Collected data
───
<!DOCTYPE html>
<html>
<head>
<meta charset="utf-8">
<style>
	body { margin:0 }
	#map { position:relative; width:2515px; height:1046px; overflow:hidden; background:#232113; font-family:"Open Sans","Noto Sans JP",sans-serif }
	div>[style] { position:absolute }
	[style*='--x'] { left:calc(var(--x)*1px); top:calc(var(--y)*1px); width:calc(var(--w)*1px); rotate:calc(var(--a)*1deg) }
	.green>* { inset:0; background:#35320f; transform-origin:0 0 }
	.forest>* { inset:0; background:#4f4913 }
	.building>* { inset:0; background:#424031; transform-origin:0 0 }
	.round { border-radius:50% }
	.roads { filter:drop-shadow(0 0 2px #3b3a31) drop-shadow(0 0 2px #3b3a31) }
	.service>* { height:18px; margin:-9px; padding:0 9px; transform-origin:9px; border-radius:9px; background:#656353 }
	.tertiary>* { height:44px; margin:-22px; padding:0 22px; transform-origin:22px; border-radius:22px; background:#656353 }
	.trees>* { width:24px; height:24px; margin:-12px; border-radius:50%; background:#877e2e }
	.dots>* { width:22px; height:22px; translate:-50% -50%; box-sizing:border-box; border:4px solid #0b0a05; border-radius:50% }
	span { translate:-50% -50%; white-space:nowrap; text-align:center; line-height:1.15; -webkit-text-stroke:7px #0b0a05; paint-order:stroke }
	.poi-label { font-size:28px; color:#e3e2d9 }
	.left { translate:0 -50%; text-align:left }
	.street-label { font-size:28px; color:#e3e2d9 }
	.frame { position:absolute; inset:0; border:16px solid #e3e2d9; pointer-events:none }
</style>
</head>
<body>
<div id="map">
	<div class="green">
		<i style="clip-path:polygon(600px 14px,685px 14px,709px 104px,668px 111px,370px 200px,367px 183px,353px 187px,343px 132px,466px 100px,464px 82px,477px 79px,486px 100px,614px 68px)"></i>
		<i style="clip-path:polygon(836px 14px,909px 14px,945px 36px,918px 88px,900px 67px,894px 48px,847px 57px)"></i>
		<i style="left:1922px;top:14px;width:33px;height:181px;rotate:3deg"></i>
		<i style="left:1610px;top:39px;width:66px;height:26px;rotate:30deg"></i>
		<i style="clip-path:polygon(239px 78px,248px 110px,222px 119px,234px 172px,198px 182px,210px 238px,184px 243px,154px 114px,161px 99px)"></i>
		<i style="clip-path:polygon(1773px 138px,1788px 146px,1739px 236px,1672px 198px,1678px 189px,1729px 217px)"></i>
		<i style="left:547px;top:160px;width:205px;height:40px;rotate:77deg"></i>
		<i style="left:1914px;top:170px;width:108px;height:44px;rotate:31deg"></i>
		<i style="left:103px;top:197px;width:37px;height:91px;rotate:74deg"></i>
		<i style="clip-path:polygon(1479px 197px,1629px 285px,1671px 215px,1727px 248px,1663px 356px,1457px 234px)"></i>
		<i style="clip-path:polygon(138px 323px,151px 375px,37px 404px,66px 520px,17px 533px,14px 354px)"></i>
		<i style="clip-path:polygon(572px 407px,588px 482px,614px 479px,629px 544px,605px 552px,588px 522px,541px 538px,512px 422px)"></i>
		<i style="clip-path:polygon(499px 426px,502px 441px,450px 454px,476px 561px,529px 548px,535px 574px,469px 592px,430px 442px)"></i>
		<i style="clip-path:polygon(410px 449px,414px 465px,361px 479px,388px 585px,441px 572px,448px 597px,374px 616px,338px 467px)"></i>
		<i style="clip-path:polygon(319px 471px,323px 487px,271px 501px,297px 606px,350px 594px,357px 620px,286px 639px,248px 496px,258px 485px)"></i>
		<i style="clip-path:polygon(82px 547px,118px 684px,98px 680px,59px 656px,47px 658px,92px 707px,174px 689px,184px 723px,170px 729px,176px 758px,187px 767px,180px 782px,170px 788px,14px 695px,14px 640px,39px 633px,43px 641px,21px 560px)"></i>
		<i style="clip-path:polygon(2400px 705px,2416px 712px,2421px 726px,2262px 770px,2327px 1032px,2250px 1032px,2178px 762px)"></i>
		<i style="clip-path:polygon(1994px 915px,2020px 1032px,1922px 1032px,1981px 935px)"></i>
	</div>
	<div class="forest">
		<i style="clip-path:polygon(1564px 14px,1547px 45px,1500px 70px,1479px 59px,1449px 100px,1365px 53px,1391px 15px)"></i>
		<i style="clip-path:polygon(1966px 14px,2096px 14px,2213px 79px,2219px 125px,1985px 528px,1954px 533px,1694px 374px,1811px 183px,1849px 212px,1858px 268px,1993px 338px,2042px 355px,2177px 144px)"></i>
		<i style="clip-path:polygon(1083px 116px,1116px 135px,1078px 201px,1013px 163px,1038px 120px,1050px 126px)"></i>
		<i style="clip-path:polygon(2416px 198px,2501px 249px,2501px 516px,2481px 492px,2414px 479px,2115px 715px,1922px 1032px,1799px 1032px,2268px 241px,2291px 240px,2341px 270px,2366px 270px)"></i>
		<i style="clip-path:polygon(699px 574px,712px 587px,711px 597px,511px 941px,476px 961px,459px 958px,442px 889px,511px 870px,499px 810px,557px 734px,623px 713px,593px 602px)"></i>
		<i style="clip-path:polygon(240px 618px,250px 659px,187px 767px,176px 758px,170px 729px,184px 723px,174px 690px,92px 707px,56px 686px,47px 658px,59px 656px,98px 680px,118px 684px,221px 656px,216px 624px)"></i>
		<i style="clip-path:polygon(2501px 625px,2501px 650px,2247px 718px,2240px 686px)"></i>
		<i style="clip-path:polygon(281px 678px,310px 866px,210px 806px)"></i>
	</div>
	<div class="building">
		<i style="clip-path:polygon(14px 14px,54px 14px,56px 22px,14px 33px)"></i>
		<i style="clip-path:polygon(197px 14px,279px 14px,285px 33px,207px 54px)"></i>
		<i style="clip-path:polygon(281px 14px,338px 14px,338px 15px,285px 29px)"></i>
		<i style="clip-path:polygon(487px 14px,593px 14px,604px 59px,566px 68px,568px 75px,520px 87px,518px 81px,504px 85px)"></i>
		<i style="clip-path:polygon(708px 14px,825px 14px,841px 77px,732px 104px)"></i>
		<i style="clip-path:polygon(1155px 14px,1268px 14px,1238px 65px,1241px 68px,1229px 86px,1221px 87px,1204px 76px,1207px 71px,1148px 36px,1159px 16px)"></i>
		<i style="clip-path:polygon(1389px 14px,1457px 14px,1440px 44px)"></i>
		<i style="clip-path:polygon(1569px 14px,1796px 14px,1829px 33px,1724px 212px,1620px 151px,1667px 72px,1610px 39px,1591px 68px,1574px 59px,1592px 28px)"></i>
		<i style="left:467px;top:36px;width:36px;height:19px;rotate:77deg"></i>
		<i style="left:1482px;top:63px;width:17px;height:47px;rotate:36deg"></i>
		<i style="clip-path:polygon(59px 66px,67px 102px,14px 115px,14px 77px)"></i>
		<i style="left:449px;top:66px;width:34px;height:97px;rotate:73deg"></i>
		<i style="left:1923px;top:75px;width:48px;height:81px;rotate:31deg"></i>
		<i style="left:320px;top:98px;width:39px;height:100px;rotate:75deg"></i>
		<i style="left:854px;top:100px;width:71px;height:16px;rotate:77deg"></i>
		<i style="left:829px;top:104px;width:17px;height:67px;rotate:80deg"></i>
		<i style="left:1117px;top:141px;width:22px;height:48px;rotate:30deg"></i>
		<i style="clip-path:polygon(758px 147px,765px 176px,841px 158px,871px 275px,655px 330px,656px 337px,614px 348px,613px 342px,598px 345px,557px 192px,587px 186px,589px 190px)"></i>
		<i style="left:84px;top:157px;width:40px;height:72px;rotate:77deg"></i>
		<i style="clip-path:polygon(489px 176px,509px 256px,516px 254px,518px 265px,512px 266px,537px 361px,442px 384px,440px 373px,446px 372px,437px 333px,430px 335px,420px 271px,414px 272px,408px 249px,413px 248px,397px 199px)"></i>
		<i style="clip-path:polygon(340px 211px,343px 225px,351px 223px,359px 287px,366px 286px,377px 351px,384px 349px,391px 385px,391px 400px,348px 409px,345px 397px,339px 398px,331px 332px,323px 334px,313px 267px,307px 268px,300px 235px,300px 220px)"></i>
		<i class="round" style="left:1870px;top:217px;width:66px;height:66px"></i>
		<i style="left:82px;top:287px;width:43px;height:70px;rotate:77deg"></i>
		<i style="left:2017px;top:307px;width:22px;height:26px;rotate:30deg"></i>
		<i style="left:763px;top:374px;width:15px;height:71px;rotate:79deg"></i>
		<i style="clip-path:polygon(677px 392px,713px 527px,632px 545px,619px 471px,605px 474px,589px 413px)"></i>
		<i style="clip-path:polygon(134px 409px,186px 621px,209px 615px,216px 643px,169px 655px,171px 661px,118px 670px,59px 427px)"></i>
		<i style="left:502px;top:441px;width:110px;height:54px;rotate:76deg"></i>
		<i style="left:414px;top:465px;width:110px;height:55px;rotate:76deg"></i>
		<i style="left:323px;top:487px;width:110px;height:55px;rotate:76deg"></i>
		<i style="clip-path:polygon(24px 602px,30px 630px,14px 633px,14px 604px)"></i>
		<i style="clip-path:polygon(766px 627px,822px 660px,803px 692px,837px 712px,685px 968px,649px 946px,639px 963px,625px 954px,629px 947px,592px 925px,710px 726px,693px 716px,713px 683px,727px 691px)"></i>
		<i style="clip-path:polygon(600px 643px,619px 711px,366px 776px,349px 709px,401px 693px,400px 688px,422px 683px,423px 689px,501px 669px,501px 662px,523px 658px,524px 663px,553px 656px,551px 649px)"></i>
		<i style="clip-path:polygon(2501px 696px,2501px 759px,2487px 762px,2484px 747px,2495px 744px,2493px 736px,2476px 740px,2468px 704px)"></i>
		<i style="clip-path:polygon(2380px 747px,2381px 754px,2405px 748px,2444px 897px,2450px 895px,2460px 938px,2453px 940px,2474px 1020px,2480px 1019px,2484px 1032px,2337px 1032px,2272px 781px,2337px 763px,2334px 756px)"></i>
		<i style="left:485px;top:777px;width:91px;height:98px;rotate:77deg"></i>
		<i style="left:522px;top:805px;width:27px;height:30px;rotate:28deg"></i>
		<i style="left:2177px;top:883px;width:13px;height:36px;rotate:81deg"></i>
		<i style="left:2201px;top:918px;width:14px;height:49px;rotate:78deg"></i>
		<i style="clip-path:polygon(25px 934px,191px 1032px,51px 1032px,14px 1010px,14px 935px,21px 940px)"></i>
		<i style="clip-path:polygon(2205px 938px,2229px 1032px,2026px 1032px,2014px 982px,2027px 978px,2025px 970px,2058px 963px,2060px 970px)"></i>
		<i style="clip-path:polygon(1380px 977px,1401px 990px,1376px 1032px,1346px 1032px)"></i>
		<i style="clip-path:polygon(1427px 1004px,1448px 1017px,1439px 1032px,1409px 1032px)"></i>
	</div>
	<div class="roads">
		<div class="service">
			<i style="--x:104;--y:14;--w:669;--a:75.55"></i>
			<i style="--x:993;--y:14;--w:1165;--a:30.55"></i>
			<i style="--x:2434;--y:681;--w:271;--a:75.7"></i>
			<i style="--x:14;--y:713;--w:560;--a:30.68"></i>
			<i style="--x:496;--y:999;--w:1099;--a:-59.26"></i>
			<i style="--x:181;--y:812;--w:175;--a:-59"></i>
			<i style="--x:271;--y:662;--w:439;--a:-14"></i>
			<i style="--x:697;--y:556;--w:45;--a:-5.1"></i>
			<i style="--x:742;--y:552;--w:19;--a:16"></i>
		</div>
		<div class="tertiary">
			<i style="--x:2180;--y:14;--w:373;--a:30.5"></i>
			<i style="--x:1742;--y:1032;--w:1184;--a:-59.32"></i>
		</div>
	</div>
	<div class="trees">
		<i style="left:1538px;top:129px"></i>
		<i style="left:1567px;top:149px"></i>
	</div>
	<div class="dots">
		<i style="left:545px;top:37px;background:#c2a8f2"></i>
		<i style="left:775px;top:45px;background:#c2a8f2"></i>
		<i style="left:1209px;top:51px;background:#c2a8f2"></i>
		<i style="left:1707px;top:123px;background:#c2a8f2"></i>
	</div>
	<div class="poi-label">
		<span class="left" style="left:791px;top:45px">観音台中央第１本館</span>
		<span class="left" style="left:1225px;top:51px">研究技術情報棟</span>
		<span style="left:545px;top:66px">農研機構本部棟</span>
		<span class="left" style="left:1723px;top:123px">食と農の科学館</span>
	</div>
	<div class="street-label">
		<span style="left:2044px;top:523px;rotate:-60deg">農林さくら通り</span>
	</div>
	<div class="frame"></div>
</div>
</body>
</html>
───
#### THE PROBLEM:
The expected output is each line of the records above that includes the word "service".

#### COMPLETED EXERCISE:
	.service>* { height:18px; margin:-9px; padding:0 9px; transform-origin:9px; border-radius:9px; background:#656353 }
		<div class="service">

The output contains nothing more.